*Aim of the exercise:*
In the listing below, locate the lines that hold the string "State". Copy those lines.

*Records to use:*
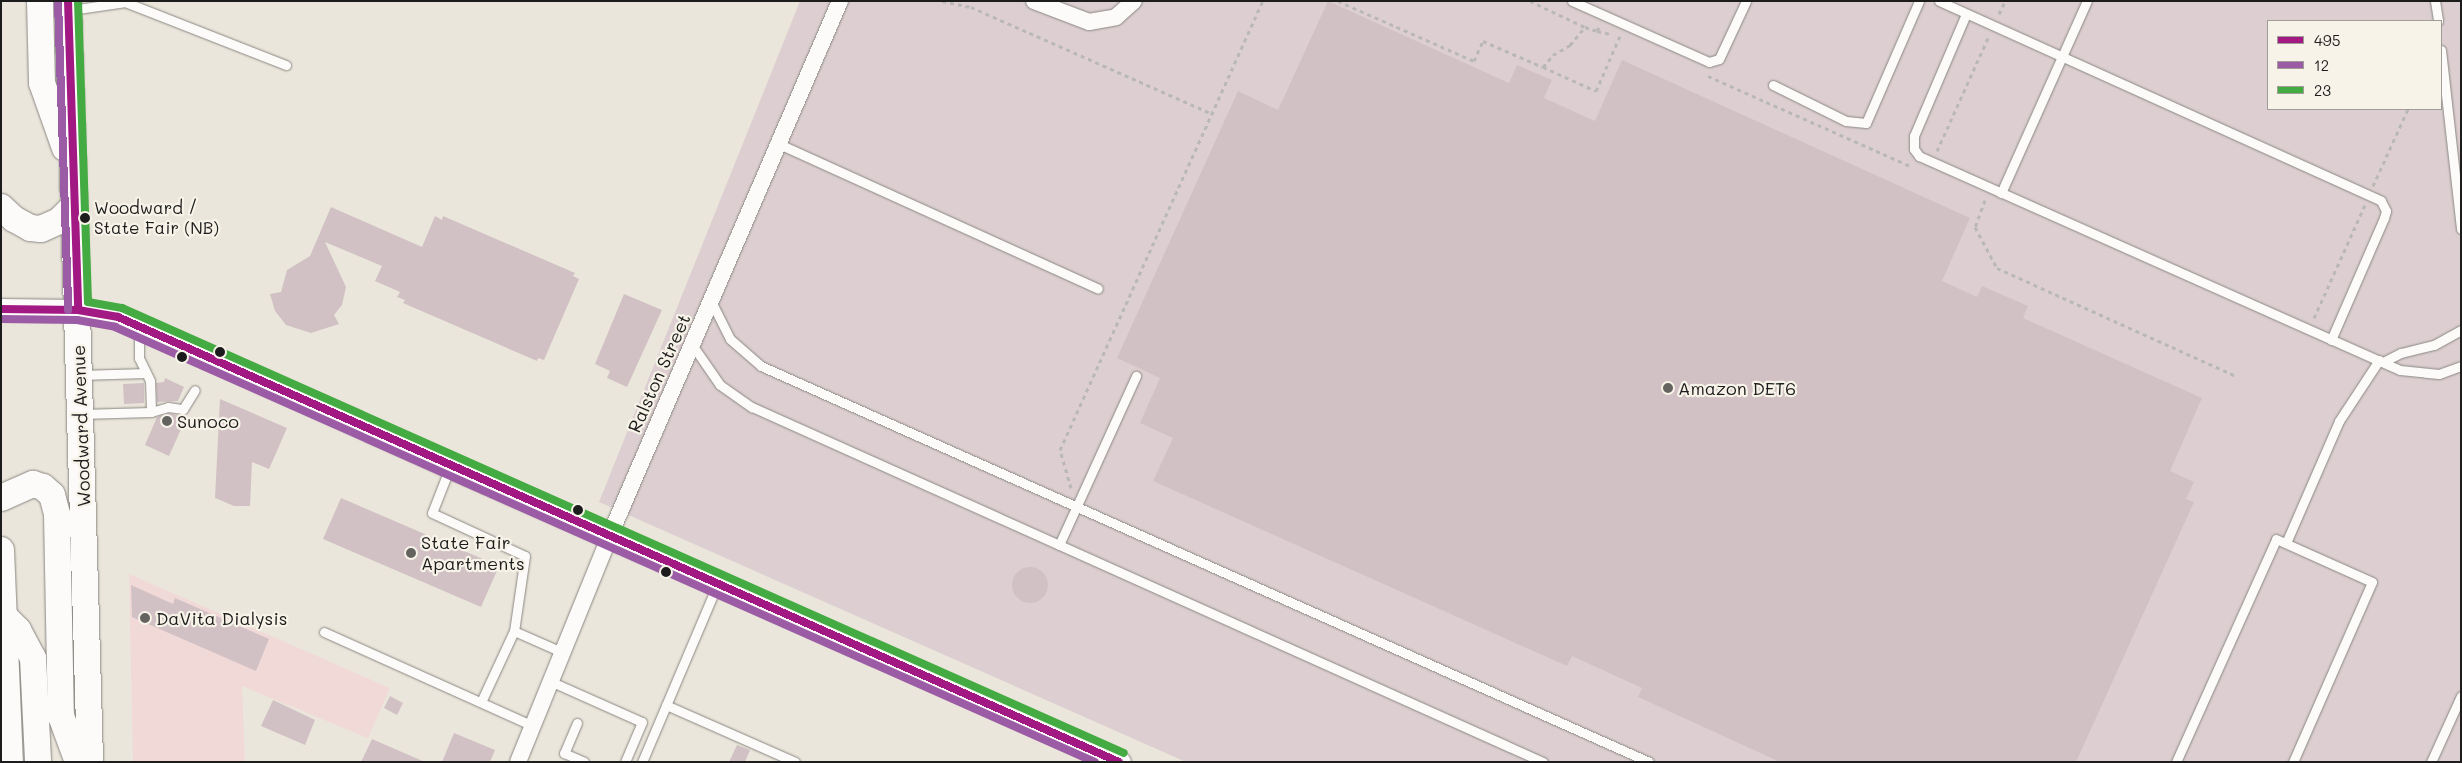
<!DOCTYPE html>
<html>
<head>
<meta charset="utf-8">
<style>
	body { margin:0 }
	#map { position:relative; width:2462px; height:763px; overflow:hidden; background:#ebe6db; font-family:Mali,sans-serif }
	div>[style] { position:absolute }
	.built>* { inset:0; background:#f1d9d8 }
	.industrial>* { inset:0; background:#ddcfd1 }
	.building>* { inset:0; background:#d1c1c4 }
	.round { border-radius:50% }
	.path>* { height:3px; margin-top:-1.5px; transform-origin:0; background:repeating-linear-gradient(90deg,#b9b8b6 0 4px,transparent 0 8px) }
	.roads { filter:drop-shadow(0 0 1px #8a8782) drop-shadow(0 0 1px #8a8782) }
	.service>* { height:9px; margin:-4.5px; padding:0 4.5px; transform-origin:4.5px; border-radius:4.5px; background:#fcfbfa }
	.minor>* { height:16px; margin:-8px; padding:0 8px; transform-origin:8px; border-radius:8px; background:#fcfbfa }
	.tertiary>* { height:21px; margin:-10.5px; padding:0 10.5px; transform-origin:10.5px; border-radius:10.5px; background:#fcfbfa }
	.primary>* { height:26px; margin:-13px; padding:0 13px; transform-origin:13px; border-radius:13px; background:#fcfbfa }
	.bus-1>* { height:8px; margin:-4px; padding:0 4px; transform-origin:4px; border-radius:4px; background:#a31984 }
	.bus-2>* { height:8px; margin:-4px; padding:0 4px; transform-origin:4px; border-radius:4px; background:#9b5ba5 }
	.bus-3>* { height:8px; margin:-4px; padding:0 4px; transform-origin:4px; border-radius:4px; background:#44aa42 }
	.dots>* { width:14px; height:14px; translate:-50% -50%; box-sizing:border-box; border:2px solid #f7f3e8; border-radius:50% }
	span { translate:-50% -50%; white-space:nowrap; text-align:center; line-height:1.15; -webkit-text-stroke:4.5px #f7f3e8; paint-order:stroke }
	.bus-label { font-size:17px; color:#1c1c1c }
	.left { translate:0 -50%; text-align:left }
	.street-label { font-size:18px; color:#1c1c1c }
	.poi-label { font-size:18px; color:#1c1c1c }
	.frame { position:absolute; inset:0; border:2px solid #1c1c1c; pointer-events:none }
	.legend { position:absolute; left:2267px; top:20px; width:175px; height:90px; box-sizing:border-box; background:#f7f3e8; border:1px solid #9f9d96; margin:0; padding:6px 9px; list-style:none; font-size:15px; color:#1c1c1c }
	.legend li { display:flex; align-items:center; gap:10px; height:25px }
	.legend b { width:25px; border:1px solid #9f9d96 }
</style>
</head>
<body>
<div id="map">
	<div class="built">
		<div style="clip-path:polygon(129px 574px,390px 688px,368px 738px,242px 686px,245px 762px,133px 762px)"></div>
	</div>
	<div class="industrial">
		<div style="clip-path:polygon(evenodd,800px 1px,2461px 1px,2461px 762px,1186px 762px,599px 502px,800px 1px,2268px 21px,2441px 21px,2441px 109px,2268px 109px,2268px 21px)"></div>
	</div>
	<div class="building">
		<div style="clip-path:polygon(1328px 1px,1509px 83px,1517px 65px,1552px 80px,1544px 98px,1595px 121px,1622px 60px,1970px 218px,1942px 281px,1977px 297px,1982px 286px,2028px 306px,2023px 318px,2202px 398px,2170px 471px,2194px 482px,2186px 499px,2194px 502px,2076px 762px,1780px 762px,1638px 697px,1642px 688px,1572px 656px,1567px 666px,1153px 481px,1173px 438px,1140px 423px,1160px 378px,1117px 358px,1238px 91px,1278px 110px)"></div>
		<div style="clip-path:polygon(331px 207px,422px 247px,435px 216px,442px 220px,443px 216px,575px 273px,573px 276px,579px 279px,544px 360px,538px 358px,537px 361px,403px 303px,405px 300px,397px 297px,400px 292px,375px 281px,382px 266px,325px 242px,346px 287px,342px 305px,334px 315px,339px 324px,311px 333px,286px 325px,275px 311px,270px 294px,281px 292px,287px 270px,310px 256px)"></div>
		<div style="clip-path:polygon(624px 294px,662px 310px,627px 387px,607px 378px,610px 371px,595px 364px)"></div>
		<div style="clip-path:polygon(165px 378px,184px 387px,178px 401px,157px 402px,156px 383px,164px 382px)"></div>
		<div style="clip-path:polygon(144px 383px,144px 403px,124px 404px,123px 384px)"></div>
		<div style="clip-path:polygon(220px 399px,287px 428px,269px 469px,252px 462px,250px 506px,234px 506px,215px 498px)"></div>
		<div style="clip-path:polygon(168px 413px,186px 418px,169px 456px,145px 445px,157px 417px)"></div>
		<div style="clip-path:polygon(341px 498px,499px 566px,481px 607px,323px 539px)"></div>
		<div class="round" style="left:1012px;top:567px;width:36px;height:36px"></div>
		<div style="clip-path:polygon(131px 585px,173px 604px,175px 598px,269px 639px,256px 671px,132px 617px)"></div>
		<div style="clip-path:polygon(390px 696px,403px 703px,397px 715px,384px 708px)"></div>
		<div style="clip-path:polygon(273px 700px,315px 720px,305px 745px,261px 726px)"></div>
		<div style="clip-path:polygon(454px 733px,495px 750px,490px 762px,442px 762px)"></div>
		<div style="clip-path:polygon(372px 739px,425px 762px,361px 762px)"></div>
		<div style="clip-path:polygon(737px 745px,750px 750px,745px 762px,729px 762px)"></div>
	</div>
	<div class="path">
		<div style="left:942px;top:1px;width:30px;rotate:12deg"></div>
		<div style="left:971px;top:7px;width:264px;rotate:23.9deg"></div>
		<div style="left:1338px;top:1px;width:149px;rotate:23.8deg"></div>
		<div style="left:1474px;top:61px;width:22px;rotate:-66deg"></div>
		<div style="left:1483px;top:41px;width:65px;rotate:23.4deg"></div>
		<div style="left:1543px;top:67px;width:16px;rotate:-50deg"></div>
		<div style="left:1553px;top:55px;width:20px;rotate:-30deg"></div>
		<div style="left:1570px;top:45px;width:23px;rotate:-50deg"></div>
		<div style="left:1585px;top:27px;width:13px;rotate:18deg"></div>
		<div style="left:1597px;top:31px;width:7px;rotate:-63deg"></div>
		<div style="left:1530px;top:1px;width:61px;rotate:25.3deg"></div>
		<div style="left:1999px;top:14px;width:14px;rotate:-65deg"></div>
		<div style="left:1597px;top:31px;width:14px;rotate:12deg"></div>
		<div style="left:1543px;top:67px;width:58px;rotate:24.4deg"></div>
		<div style="left:1596px;top:91px;width:60px;rotate:-66.4deg"></div>
		<div style="left:1708px;top:76px;width:221px;rotate:24deg"></div>
		<div style="left:1937px;top:151px;width:126px;rotate:-65.7deg"></div>
		<div style="left:2373px;top:186px;width:85px;rotate:-65.6deg"></div>
		<div style="left:1985px;top:200px;width:29px;rotate:110deg"></div>
		<div style="left:1975px;top:227px;width:47px;rotate:61.8deg"></div>
		<div style="left:1997px;top:268px;width:262px;rotate:24.3deg"></div>
		<div style="left:2314px;top:318px;width:124px;rotate:-65.7deg"></div>
		<div style="left:1071px;top:488px;width:40px;rotate:-106deg"></div>
		<div style="left:1060px;top:450px;width:493px;rotate:-65.7deg"></div>
	</div>
	<div class="roads">
		<div class="service">
			<div style="left:1572px;top:1px;width:150px;rotate:24deg"></div>
			<div style="left:1709px;top:62px;width:10px;rotate:-17deg"></div>
			<div style="left:1719px;top:59px;width:64px;rotate:-65deg"></div>
			<div style="left:1939px;top:1px;width:485px;rotate:24.3deg"></div>
			<div style="left:2381px;top:201px;width:11px;rotate:63deg"></div>
			<div style="left:2386px;top:211px;width:7px;rotate:106deg"></div>
			<div style="left:2384px;top:218px;width:133px;rotate:113.5deg"></div>
			<div style="left:2435px;top:1px;width:20px;rotate:81deg"></div>
			<div style="left:71px;top:10px;width:55px;rotate:-8.4deg"></div>
			<div style="left:125px;top:2px;width:173px;rotate:21.4deg"></div>
			<div style="left:1966px;top:14px;width:133px;rotate:113.1deg"></div>
			<div style="left:1914px;top:136px;width:13px;rotate:90deg"></div>
			<div style="left:1914px;top:149px;width:9px;rotate:54deg"></div>
			<div style="left:1919px;top:156px;width:526px;rotate:23.98deg"></div>
			<div style="left:2400px;top:370px;width:39px;rotate:6deg"></div>
			<div style="left:2439px;top:374px;width:23px;rotate:-20deg"></div>
			<div style="left:2441px;top:50px;width:180px;rotate:83.6deg"></div>
			<div style="left:1773px;top:85px;width:81px;rotate:26.3deg"></div>
			<div style="left:1846px;top:121px;width:20px;rotate:6deg"></div>
			<div style="left:1866px;top:123px;width:133px;rotate:-66.5deg"></div>
			<div style="left:779px;top:144px;width:350px;rotate:24.4deg"></div>
			<div style="left:2001px;top:193px;width:210px;rotate:-65.9deg"></div>
			<div style="left:712px;top:303px;width:40px;rotate:63.4deg"></div>
			<div style="left:730px;top:339px;width:41px;rotate:41.1deg"></div>
			<div style="left:761px;top:366px;width:972px;rotate:24.03deg"></div>
			<div style="left:139px;top:328px;width:30px;rotate:90deg"></div>
			<div style="left:139px;top:358px;width:25px;rotate:64deg"></div>
			<div style="left:150px;top:381px;width:31px;rotate:88deg"></div>
			<div style="left:151px;top:412px;width:18px;rotate:-16deg"></div>
			<div style="left:168px;top:407px;width:15px;rotate:8deg"></div>
			<div style="left:183px;top:409px;width:22px;rotate:-58deg"></div>
			<div style="left:693px;top:346px;width:47px;rotate:55.3deg"></div>
			<div style="left:720px;top:385px;width:39px;rotate:35deg"></div>
			<div style="left:752px;top:407px;width:867px;rotate:24.17deg"></div>
			<div style="left:2385px;top:361px;width:18px;rotate:-27deg"></div>
			<div style="left:2401px;top:353px;width:34px;rotate:-14deg"></div>
			<div style="left:2434px;top:345px;width:31px;rotate:-29deg"></div>
			<div style="left:80px;top:375px;width:66px;rotate:-1.7deg"></div>
			<div style="left:81px;top:414px;width:70px;rotate:-1.6deg"></div>
			<div style="left:450px;top:467px;width:49px;rotate:111.4deg"></div>
			<div style="left:432px;top:513px;width:102px;rotate:24.8deg"></div>
			<div style="left:525px;top:556px;width:76px;rotate:98.3deg"></div>
			<div style="left:514px;top:631px;width:55px;rotate:23.7deg"></div>
			<div style="left:2286px;top:543px;width:133px;rotate:-66.5deg"></div>
			<div style="left:2339px;top:421px;width:73px;rotate:-56.7deg"></div>
			<div style="left:1059px;top:545px;width:186px;rotate:-65.5deg"></div>
			<div style="left:324px;top:632px;width:229px;rotate:24.2deg"></div>
			<div style="left:552px;top:682px;width:98px;rotate:24deg"></div>
			<div style="left:642px;top:722px;width:43px;rotate:113deg"></div>
			<div style="left:481px;top:702px;width:78px;rotate:-65.1deg"></div>
			<div style="left:666px;top:705px;width:141px;rotate:23.8deg"></div>
			<div style="left:577px;top:723px;width:33px;rotate:113deg"></div>
			<div style="left:564px;top:753px;width:22px;rotate:24deg"></div>
			<div style="left:642px;top:762px;width:192px;rotate:-67deg"></div>
			<div style="left:2176px;top:762px;width:244px;rotate:-65.8deg"></div>
			<div style="left:2276px;top:539px;width:105px;rotate:24.1deg"></div>
			<div style="left:2372px;top:582px;width:197px;rotate:113.7deg"></div>
			<div style="left:2431px;top:762px;width:72px;rotate:-65.6deg"></div>
		</div>
		<div class="minor">
			<div style="left:1034px;top:1px;width:59px;rotate:20.9deg"></div>
			<div style="left:1089px;top:22px;width:27px;rotate:-10deg"></div>
			<div style="left:1116px;top:17px;width:24px;rotate:-42deg"></div>
			<div style="left:518px;top:762px;width:245px;rotate:-67.9deg"></div>
			<div style="left:610px;top:535px;width:581px;rotate:-66.7deg"></div>
		</div>
		<div class="tertiary">
			<div style="left:1px;top:309px;width:77px;rotate:0.7deg"></div>
			<div style="left:78px;top:310px;width:41px;rotate:9.9deg"></div>
			<div style="left:118px;top:317px;width:364px;rotate:24.3deg"></div>
			<div style="left:450px;top:467px;width:732px;rotate:23.76deg"></div>
		</div>
		<div class="primary">
			<div style="left:40px;top:1px;width:82px;rotate:88.6deg"></div>
			<div style="left:42px;top:83px;width:69px;rotate:70.5deg"></div>
			<div style="left:68px;top:1px;width:761px;rotate:88.34deg"></div>
			<div style="left:1px;top:207px;width:18px;rotate:43deg"></div>
			<div style="left:14px;top:219px;width:18px;rotate:29deg"></div>
			<div style="left:30px;top:228px;width:11px;rotate:5deg"></div>
			<div style="left:41px;top:229px;width:20px;rotate:-24deg"></div>
			<div style="left:59px;top:221px;width:21px;rotate:-45deg"></div>
			<div style="left:1px;top:498px;width:35px;rotate:-24deg"></div>
			<div style="left:33px;top:484px;width:10px;rotate:17deg"></div>
			<div style="left:43px;top:487px;width:12px;rotate:42deg"></div>
			<div style="left:52px;top:495px;width:20px;rotate:75deg"></div>
			<div style="left:57px;top:514px;width:202px;rotate:88.9deg"></div>
			<div style="left:61px;top:716px;width:49px;rotate:69.7deg"></div>
			<div style="left:1px;top:550px;width:212px;rotate:87.6deg"></div>
			<div style="left:4px;top:616px;width:20px;rotate:45deg"></div>
			<div style="left:18px;top:630px;width:32px;rotate:62deg"></div>
			<div style="left:33px;top:658px;width:104px;rotate:87.2deg"></div>
		</div>
	</div>
	<div class="bus-1">
		<div style="left:68px;top:1px;width:309px;rotate:88.1deg"></div>
		<div style="left:1px;top:309px;width:77px;rotate:0.7deg"></div>
		<div style="left:78px;top:310px;width:41px;rotate:9.9deg"></div>
		<div style="left:118px;top:317px;width:1095px;rotate:23.97deg"></div>
	</div>
	<div class="bus-2">
		<div style="left:58px;top:1px;width:309px;rotate:88.1deg"></div>
		<div style="left:1px;top:319px;width:76px;rotate:0.8deg"></div>
		<div style="left:77px;top:320px;width:39px;rotate:10deg"></div>
		<div style="left:115px;top:327px;width:1072px;rotate:23.94deg"></div>
	</div>
	<div class="bus-3">
		<div style="left:78px;top:1px;width:301px;rotate:88.1deg"></div>
		<div style="left:88px;top:302px;width:35px;rotate:10deg"></div>
		<div style="left:122px;top:308px;width:1096px;rotate:23.95deg"></div>
	</div>
	<div class="dots">
		<div style="left:85px;top:218px;background:#1c1c1c"></div>
		<div style="left:220px;top:352px;background:#1c1c1c"></div>
		<div style="left:182px;top:357px;background:#1c1c1c"></div>
		<div style="left:1668px;top:388px;background:#64635f"></div>
		<div style="left:167px;top:421px;background:#64635f"></div>
		<div style="left:578px;top:510px;background:#1c1c1c"></div>
		<div style="left:411px;top:553px;background:#64635f"></div>
		<div style="left:666px;top:572px;background:#1c1c1c"></div>
		<div style="left:145px;top:618px;background:#64635f"></div>
	</div>
	<div class="bus-label">
		<span class="left" style="left:94px;top:218px">Woodward /<br>State Fair (NB)</span>
	</div>
	<div class="street-label">
		<span style="left:659px;top:373px;rotate:-66deg">Ralston Street</span>
		<span style="left:81px;top:426px;rotate:-92deg">Woodward Avenue</span>
	</div>
	<div class="poi-label">
		<span class="left" style="left:1678px;top:388px">Amazon DET6</span>
		<span class="left" style="left:177px;top:421px">Sunoco</span>
		<span class="left" style="left:421px;top:553px">State Fair<br>Apartments</span>
		<span class="left" style="left:156px;top:618px">DaVita Dialysis</span>
	</div>
	<div class="frame"></div>
	<ul class="legend">
	<li><b style="height:6px;background:#a31984"></b>495</li>
	<li><b style="height:6px;background:#9b5ba5"></b>12</li>
	<li><b style="height:6px;background:#44aa42"></b>23</li>
	</ul>
</div>
</body>
</html>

*Exercise output:*
		<span class="left" style="left:94px;top:218px">Woodward /<br>State Fair (NB)</span>
		<span class="left" style="left:421px;top:553px">State Fair<br>Apartments</span>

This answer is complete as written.